Reuters 25 March 2015
Schools that use suspension to punish drug use, or that weakly enforce any of their drug policies, have higher rates of student marijuana use than schools with more consistent and less-punitive approaches, according to a new study.
The researchers used two waves of surveys of more than 3,000 students in grades seven and nine and more than 100 of their school administrators, half in Washington State and half in Australia. In 2002, the students and administrators reported on their school drug policies.
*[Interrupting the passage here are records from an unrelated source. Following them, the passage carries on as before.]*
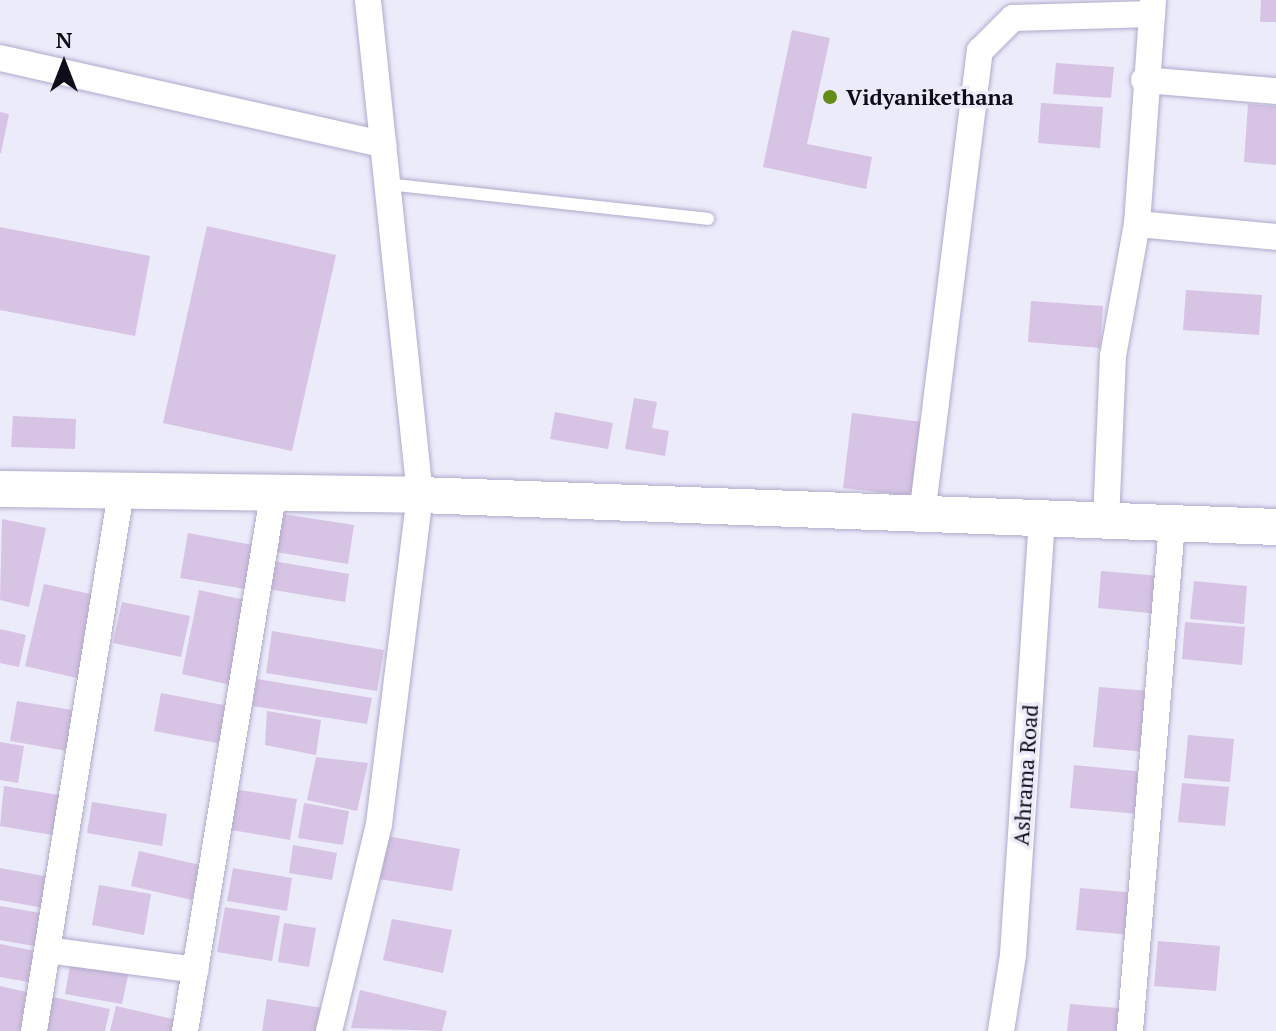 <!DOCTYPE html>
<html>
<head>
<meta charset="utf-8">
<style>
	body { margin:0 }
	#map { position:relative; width:1276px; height:1031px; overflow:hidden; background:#ecebfa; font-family:"PT Serif",serif }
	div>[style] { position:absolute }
	.building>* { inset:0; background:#d7c3e3 }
	.roads { filter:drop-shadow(0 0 2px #aeaacc) drop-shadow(0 0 2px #aeaacc) }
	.lane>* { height:12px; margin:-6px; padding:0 6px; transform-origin:6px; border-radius:6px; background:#fff }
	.street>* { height:26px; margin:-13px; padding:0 13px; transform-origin:13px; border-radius:13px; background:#fff }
	.secondary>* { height:36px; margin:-18px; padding:0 18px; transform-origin:18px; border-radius:18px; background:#fff }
	.dots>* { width:22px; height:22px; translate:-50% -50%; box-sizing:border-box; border:4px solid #ecebfa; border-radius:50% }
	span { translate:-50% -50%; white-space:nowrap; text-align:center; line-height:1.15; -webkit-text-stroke:7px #ecebfa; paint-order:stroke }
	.poi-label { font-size:22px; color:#0f0d19; font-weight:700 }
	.left { translate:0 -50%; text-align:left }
	.street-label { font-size:22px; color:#0f0d19 }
	.north { position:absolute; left:24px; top:24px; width:80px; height:80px; -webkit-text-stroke:6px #ecebfa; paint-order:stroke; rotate:0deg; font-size:22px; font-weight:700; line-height:32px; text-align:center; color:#0f0d19 }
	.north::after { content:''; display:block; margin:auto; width:28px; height:36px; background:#0f0d19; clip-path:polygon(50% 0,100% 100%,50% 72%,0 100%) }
</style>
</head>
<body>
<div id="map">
	<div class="building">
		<i style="clip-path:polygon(1261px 0,1276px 0,1276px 22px,1260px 22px)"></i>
		<i style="clip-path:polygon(792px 30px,830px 38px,807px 144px,872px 157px,866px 189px,763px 167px)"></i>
		<i style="clip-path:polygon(1056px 63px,1114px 67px,1111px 98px,1053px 94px)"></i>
		<i style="clip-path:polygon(1041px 103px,1103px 107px,1100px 148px,1038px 143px)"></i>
		<i style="clip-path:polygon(1248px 104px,1276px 106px,1276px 165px,1244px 162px)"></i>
		<i style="clip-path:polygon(0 112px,9px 114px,1px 153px,0 153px)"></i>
		<i style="clip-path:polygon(207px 226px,336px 255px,292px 451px,163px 423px)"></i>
		<i style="clip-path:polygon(0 227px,150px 256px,135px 336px,0 310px)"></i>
		<i style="clip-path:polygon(1186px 290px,1262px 295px,1259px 335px,1183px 330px)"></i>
		<i style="clip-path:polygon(1031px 301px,1103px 306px,1100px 348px,1028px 342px)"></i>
		<i style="clip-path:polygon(634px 398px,657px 402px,652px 428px,669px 431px,665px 456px,625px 449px)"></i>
		<i style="clip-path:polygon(555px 412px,613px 423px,608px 449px,550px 439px)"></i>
		<i style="clip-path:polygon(852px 413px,922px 422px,913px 496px,843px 488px)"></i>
		<i style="clip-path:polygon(13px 416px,76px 419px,75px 449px,11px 447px)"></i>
		<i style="clip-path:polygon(276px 513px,354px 525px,348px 564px,270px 551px)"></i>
		<i style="clip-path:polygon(2px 519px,46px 528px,29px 607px,0 600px)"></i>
		<i style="clip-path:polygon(188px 533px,259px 546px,251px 590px,180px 578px)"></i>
		<i style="clip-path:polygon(273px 561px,349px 574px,345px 602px,268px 589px)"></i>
		<i style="clip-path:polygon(1101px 571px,1173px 577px,1169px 615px,1098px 608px)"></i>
		<i style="clip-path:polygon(1194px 581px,1247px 586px,1244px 624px,1190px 619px)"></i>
		<i style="clip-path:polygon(44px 584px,100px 596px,81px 679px,25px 666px)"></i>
		<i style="clip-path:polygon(199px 590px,249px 601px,231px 685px,182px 674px)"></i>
		<i style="clip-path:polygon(122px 602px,190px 616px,181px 657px,113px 643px)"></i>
		<i style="clip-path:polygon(1185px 622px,1245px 627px,1242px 665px,1182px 659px)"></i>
		<i style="clip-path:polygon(0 629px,26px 635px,19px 667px,0 663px)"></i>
		<i style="clip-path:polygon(272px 631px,384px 650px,377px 691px,266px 673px)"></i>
		<i style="clip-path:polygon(257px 679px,372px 698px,367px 724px,252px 706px)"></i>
		<i style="clip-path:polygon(1099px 687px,1162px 692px,1156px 753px,1093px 747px)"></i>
		<i style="clip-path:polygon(161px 693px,229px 706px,222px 744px,154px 731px)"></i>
		<i style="clip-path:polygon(17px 701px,91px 713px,84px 754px,10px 741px)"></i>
		<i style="clip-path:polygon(267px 711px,321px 720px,316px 755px,265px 745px)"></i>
		<i style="clip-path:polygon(1188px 735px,1234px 739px,1230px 782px,1184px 778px)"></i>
		<i style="clip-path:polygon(0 742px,24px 746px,18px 783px,0 780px)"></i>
		<i style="clip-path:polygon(316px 757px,368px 763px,357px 811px,307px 800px)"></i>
		<i style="clip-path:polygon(1074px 765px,1155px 773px,1151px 815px,1070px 808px)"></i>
		<i style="clip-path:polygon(1182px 783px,1229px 787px,1225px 826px,1178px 822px)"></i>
		<i style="clip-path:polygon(4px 786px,65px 796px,58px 836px,0 826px)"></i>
		<i style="clip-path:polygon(233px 789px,297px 799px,290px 840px,226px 829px)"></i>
		<i style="clip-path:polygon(92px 802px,167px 814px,162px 846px,87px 833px)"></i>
		<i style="clip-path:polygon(304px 803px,349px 811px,343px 845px,298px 838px)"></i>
		<i style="clip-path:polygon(387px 836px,460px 849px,452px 891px,379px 879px)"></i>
		<i style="clip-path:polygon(293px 845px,337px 853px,332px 880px,289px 873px)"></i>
		<i style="clip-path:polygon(139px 851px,200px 865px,192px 900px,131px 886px)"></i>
		<i style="clip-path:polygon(0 868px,55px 878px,49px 909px,0 900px)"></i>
		<i style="clip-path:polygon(233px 868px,292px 878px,287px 911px,227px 901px)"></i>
		<i style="clip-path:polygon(99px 885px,151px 894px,144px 935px,92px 925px)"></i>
		<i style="clip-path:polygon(1080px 888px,1148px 894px,1144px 936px,1076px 930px)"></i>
		<i style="clip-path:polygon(0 906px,46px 914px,39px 947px,0 940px)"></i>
		<i style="clip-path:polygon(225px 907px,280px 916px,272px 961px,217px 952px)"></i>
		<i style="clip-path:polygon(392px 919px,452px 930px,443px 973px,383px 960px)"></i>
		<i style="clip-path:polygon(284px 923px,316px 928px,309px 967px,278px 962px)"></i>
		<i style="clip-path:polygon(1158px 941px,1220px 946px,1216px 991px,1154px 986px)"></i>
		<i style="clip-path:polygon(0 944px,40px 952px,34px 983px,0 977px)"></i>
		<i style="clip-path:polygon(71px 960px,129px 971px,122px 1004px,65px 994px)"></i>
		<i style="clip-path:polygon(0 986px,40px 995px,33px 1031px,0 1031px)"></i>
		<i style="clip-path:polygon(360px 990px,447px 1011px,442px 1031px,351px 1028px)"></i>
		<i style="clip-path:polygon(48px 996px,110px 1009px,105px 1031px,40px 1031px)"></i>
		<i style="clip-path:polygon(267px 999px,322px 1008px,318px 1031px,262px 1031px)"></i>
		<i style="clip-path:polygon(1070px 1004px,1130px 1009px,1128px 1031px,1067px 1031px)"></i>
		<i style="clip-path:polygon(116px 1006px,177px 1020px,174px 1031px,110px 1031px)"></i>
	</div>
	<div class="roads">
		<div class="lane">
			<i style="left:387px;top:184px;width:323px;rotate:6.2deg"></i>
		</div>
		<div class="street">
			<i style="left:0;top:58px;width:393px;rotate:12.7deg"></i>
			<i style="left:1144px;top:80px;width:132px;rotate:4.8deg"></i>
			<i style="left:1137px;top:224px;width:140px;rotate:5.3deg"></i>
			<i style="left:922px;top:515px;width:468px;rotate:-82.9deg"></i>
			<i style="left:980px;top:51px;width:47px;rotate:-45deg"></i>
			<i style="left:1013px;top:18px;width:139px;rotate:-1.6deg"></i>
			<i style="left:1106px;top:522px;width:166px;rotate:-87.6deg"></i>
			<i style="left:1113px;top:356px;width:134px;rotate:-79.7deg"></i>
			<i style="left:1137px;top:224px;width:225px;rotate:-85.9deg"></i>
			<i style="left:48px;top:950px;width:149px;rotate:7.7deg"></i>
			<i style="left:34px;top:1031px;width:546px;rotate:-80.83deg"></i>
			<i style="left:185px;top:1031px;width:542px;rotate:-80.66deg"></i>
			<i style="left:329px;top:1031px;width:213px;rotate:-76.4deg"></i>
			<i style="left:379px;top:824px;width:332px;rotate:-82.9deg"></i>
			<i style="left:420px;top:495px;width:498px;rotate:-96deg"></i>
			<i style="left:1001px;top:1031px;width:77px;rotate:-81deg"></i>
			<i style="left:1013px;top:955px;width:437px;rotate:-86.2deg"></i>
			<i style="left:1130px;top:1031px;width:509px;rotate:-85.26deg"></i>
		</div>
		<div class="secondary">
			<i style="left:0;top:489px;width:420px;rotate:0.8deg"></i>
			<i style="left:420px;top:495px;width:857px;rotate:2.14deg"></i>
		</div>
	</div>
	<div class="dots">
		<i style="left:830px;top:97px;background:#648c19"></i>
	</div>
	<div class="poi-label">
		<span class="left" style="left:846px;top:97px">Vidyanikethana</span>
	</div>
	<div class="street-label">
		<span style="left:1025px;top:775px;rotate:-86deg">Ashrama Road</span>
	</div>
	<div class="north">N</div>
</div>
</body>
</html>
In 2003, the students reported their own drug use.
In Australia, 25 percent of school administrators said they would call the police in response to illicit drug use in the school and 56 percent said the student would receive out-of-school suspension, compared to 60 percent of Washington administrators who would call police and 78 percent who would use suspension.
About 40 percent of students in both locations cited suspension as an optional penalty for violating their school drug policy.
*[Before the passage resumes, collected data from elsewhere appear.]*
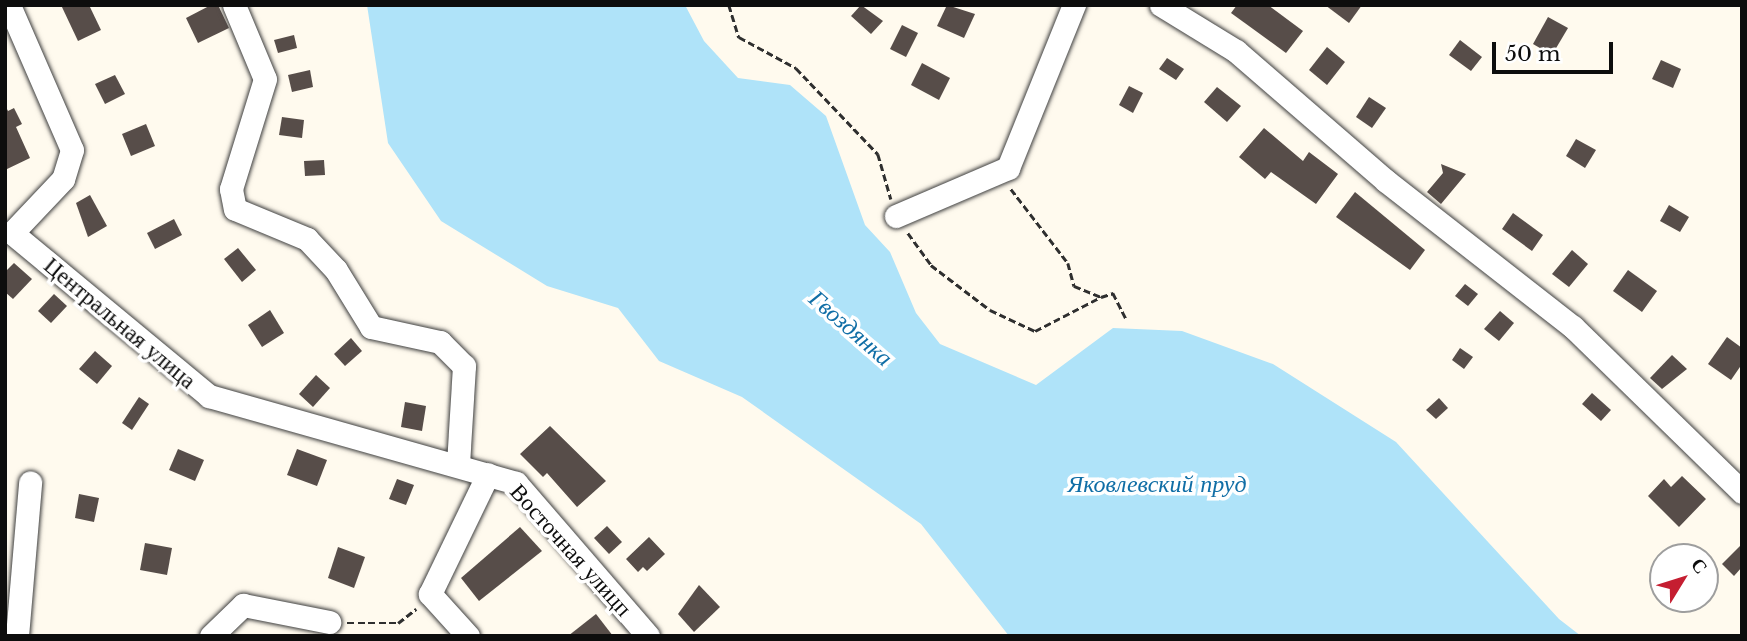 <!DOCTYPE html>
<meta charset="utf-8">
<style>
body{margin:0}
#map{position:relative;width:1747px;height:641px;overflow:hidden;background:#fffaee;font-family:"Libre Baskerville",serif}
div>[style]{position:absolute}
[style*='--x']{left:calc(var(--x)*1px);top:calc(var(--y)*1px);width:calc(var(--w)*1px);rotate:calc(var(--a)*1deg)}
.water>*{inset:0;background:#afe3f9}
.building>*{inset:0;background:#574d49}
.path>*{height:2.5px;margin-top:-1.25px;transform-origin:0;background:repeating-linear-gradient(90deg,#2f2f2f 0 7px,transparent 0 10.5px)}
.roads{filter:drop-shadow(0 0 2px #404040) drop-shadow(0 0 2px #404040)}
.minor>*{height:23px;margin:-11.5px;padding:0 11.5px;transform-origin:11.5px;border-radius:11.5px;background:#fff}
span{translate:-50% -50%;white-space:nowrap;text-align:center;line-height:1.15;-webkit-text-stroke:7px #fff;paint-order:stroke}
.street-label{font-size:23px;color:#0d0d0d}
.water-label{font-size:24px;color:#106ea6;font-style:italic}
.frame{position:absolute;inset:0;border:7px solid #0d0d0d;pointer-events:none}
.north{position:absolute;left:1649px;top:543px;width:70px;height:70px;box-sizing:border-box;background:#fff;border:2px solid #9e9e9e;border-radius:50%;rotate:52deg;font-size:19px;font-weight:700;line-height:28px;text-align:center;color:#0d0d0d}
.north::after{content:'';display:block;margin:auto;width:24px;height:32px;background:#c51e31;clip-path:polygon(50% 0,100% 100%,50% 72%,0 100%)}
.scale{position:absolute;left:1492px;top:42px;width:121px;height:32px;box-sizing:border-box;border:4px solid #0d0d0d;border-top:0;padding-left:9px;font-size:21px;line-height:24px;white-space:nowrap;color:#0d0d0d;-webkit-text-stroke:5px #fff;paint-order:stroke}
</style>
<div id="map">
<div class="water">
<div style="clip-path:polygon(367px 5px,685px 5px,704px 41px,738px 78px,790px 85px,826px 116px,865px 225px,890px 252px,916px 313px,940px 344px,1036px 385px,1113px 328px,1182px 331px,1273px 364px,1396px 442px,1559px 619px,1581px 636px,1009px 636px,921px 524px,742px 397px,659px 361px,618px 308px,547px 286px,441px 221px,388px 143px)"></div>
</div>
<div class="building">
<div style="clip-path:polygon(61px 5px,89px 5px,101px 30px,78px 41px)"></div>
<div style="clip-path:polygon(211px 5px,218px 5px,229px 28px,198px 43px,186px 18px)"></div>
<div style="clip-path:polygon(861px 5px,883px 21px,871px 34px,851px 16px)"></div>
<div style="clip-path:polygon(947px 5px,975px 14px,964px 38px,937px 26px)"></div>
<div style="clip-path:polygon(1237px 5px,1268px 5px,1303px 31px,1286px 53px,1231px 13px)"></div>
<div style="clip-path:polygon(1325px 5px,1362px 5px,1349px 23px)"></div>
<div style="clip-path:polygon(1548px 17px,1568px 28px,1552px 55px,1533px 44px)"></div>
<div style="clip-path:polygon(902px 25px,918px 33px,906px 57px,890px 49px)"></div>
<div style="clip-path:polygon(294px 35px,297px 48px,278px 53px,274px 40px)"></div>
<div style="clip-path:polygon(1460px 40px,1482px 57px,1471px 71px,1449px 55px)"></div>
<div style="clip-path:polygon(1327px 47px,1345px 62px,1327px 85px,1309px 70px)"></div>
<div style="clip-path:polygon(1167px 58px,1184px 69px,1176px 80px,1159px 69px)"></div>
<div style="clip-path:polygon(1661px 60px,1681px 69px,1673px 88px,1652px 79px)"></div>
<div style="clip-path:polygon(922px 63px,950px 78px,939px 100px,911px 85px)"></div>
<div style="clip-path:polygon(310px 70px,313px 87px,292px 92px,288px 75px)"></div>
<div style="clip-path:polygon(115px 75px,125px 94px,105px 104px,95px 84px)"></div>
<div style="clip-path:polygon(1129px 86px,1143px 93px,1133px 113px,1119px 105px)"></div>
<div style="clip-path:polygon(1217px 87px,1241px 106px,1227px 122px,1204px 102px)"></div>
<div style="clip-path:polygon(1369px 97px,1386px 108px,1372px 128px,1356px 117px)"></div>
<div style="clip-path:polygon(5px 105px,8px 111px,14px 108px,22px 124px,16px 127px,30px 158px,5px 170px)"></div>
<div style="clip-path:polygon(282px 117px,304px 120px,302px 138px,279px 135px)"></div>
<div style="clip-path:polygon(146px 124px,155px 146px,131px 156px,122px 134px)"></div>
<div style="clip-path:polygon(1264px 128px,1303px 161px,1309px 152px,1338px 174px,1316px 204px,1271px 172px,1265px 179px,1239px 157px)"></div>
<div style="clip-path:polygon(1576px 139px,1596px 150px,1585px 168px,1566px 156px)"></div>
<div style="clip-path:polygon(324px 160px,325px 175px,305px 176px,304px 161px)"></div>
<div style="clip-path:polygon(1441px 164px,1466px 174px,1441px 204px,1427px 192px,1443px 173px)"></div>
<div style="clip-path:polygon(1355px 192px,1425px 250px,1410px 270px,1336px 217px)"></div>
<div style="clip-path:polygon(90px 195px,107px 226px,88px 237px,76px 203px)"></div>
<div style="clip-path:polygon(1669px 205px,1689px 217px,1680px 232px,1660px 221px)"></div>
<div style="clip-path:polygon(1513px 213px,1543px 235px,1532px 251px,1502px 229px)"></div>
<div style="clip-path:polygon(174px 219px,182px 235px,155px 249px,147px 233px)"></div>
<div style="clip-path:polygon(238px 248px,256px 270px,242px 282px,224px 259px)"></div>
<div style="clip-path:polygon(1572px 250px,1588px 264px,1569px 287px,1552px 274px)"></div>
<div style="clip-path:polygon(14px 263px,32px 279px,13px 299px,5px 292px,5px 272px)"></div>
<div style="clip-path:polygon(1628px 270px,1657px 291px,1642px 312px,1613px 291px)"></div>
<div style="clip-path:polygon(1465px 284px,1478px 294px,1468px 306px,1455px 296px)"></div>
<div style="clip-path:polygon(54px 294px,67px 306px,51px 323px,38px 311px)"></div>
<div style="clip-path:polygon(270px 310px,284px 333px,262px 347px,248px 325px)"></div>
<div style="clip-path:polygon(1500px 311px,1514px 323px,1499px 341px,1484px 329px)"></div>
<div style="clip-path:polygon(1727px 337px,1742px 348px,1742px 364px,1731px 380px,1708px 364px)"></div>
<div style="clip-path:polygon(351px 338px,362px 351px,345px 366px,334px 354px)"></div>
<div style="clip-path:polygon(1460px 348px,1473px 357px,1464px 369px,1452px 360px)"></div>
<div style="clip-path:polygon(95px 351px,112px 366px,97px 384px,79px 369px)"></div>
<div style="clip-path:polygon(1672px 355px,1687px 369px,1662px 389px,1650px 378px)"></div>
<div style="clip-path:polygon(316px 375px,330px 388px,313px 407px,299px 394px)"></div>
<div style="clip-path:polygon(1592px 393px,1611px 410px,1601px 421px,1582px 404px)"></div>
<div style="clip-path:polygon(139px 397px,149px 404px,132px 430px,122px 423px)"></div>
<div style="clip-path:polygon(1439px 398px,1448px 408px,1436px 419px,1426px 410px)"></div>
<div style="clip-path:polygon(405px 402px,426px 406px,422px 431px,401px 427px)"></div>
<div style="clip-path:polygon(550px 426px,606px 481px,577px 507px,547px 473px,543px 477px,520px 454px)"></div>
<div style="clip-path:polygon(178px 449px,204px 460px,195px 481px,169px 470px)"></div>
<div style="clip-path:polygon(297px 449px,327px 460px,317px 486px,287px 475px)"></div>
<div style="clip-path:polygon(1682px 476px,1706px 499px,1679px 527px,1648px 496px,1664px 479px,1671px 487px)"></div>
<div style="clip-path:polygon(397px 479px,414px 485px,406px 505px,389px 499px)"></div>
<div style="clip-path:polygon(79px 494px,99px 498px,94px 522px,75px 518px)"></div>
<div style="clip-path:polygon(607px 526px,622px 542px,609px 554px,594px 538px)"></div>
<div style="clip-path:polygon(520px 527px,542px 551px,479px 601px,461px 578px)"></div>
<div style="clip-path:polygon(649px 537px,665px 554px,647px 571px,643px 567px,638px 572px,626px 559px)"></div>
<div style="clip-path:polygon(145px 543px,172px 548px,167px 575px,140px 570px)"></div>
<div style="clip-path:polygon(1742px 544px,1742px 567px,1734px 576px,1722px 564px)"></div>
<div style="clip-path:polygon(338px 547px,365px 557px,354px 588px,328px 578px)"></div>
<div style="clip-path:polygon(699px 585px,720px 607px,694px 632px,678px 614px)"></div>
<div style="clip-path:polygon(596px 614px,613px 636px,568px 636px)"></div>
</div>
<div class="path">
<div style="--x:729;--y:5;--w:34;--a:73"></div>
<div style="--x:739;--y:37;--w:65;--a:28.5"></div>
<div style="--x:796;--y:68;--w:119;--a:46.4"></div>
<div style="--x:878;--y:154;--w:47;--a:73.9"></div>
<div style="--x:1011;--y:189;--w:93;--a:52.4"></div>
<div style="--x:1068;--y:263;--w:24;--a:75"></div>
<div style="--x:1074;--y:286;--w:29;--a:22"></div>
<div style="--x:1101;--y:297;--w:13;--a:-18"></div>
<div style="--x:1113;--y:293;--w:28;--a:63"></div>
<div style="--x:908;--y:233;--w:39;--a:54"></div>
<div style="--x:931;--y:265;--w:74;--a:37.3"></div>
<div style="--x:990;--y:310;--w:50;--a:25"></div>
<div style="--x:1035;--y:331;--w:74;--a:-27.3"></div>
<div style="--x:347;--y:623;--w:51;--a:0"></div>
<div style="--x:398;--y:623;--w:23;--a:-38"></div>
</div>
<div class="roads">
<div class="minor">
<div style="--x:9;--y:5;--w:158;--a:66.5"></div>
<div style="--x:72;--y:150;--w:30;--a:107"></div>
<div style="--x:63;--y:179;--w:74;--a:133.4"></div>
<div style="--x:12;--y:233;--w:256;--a:39.6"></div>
<div style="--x:209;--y:396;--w:319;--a:15.8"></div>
<div style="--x:516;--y:483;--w:202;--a:49.2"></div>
<div style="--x:234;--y:5;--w:80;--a:67.3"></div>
<div style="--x:265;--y:79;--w:115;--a:107.2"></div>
<div style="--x:231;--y:189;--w:20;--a:79"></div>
<div style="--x:235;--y:209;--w:78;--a:22.6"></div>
<div style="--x:307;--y:239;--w:42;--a:46.9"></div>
<div style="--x:336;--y:270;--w:67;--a:58.4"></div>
<div style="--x:371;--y:327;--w:71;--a:12.3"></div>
<div style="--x:440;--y:342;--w:34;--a:45"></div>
<div style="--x:464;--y:366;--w:99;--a:93.5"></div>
<div style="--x:1161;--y:5;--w:88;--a:31.5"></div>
<div style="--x:1236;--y:51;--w:198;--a:40.9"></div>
<div style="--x:1386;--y:181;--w:237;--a:38"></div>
<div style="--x:1573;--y:327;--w:236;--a:44.3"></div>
<div style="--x:896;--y:216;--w:122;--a:-23.2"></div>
<div style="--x:1008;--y:168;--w:176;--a:-68"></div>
<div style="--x:17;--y:636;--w:154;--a:-85.1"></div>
<div style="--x:211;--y:636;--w:45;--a:-44.1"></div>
<div style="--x:243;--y:605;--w:88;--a:11.2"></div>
<div style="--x:468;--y:636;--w:57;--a:-132.1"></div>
<div style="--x:430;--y:594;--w:133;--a:-64.2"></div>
</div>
</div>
<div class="street-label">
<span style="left:120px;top:323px;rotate:40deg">Центральная улица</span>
<span style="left:571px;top:550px;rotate:48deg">Восточная улицп</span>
</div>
<div class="water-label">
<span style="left:851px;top:328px;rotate:41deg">Гвоздянка</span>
<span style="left:1157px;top:484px">Яковлевский пруд</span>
</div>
<div class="frame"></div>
<div class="north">С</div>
<div class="scale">50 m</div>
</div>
The researchers found that calling the police, expulsion and referral to a nurse or counselor were not associated with the likelihood of marijuana use among students.
But out-of-school suspension policies and weak policy enforcement were tied to increased odds of marijuana use, according to the results in the American Journal of Public Health.
Underage marijuana use can lead to later dependence and is associated with a variety of health and behavioral problems such as memory deficits, psychosis, decreased levels of motivation, school non-completion, driving accidents and unsafe sexual practices, Evans-Whipp said.
Students who said their school policies included “abstinence education” about avoiding illicit drugs altogether, or whose schools counseled violators about the dangers of drug use were almost 50 percent less likely than others to use marijuana in the following year.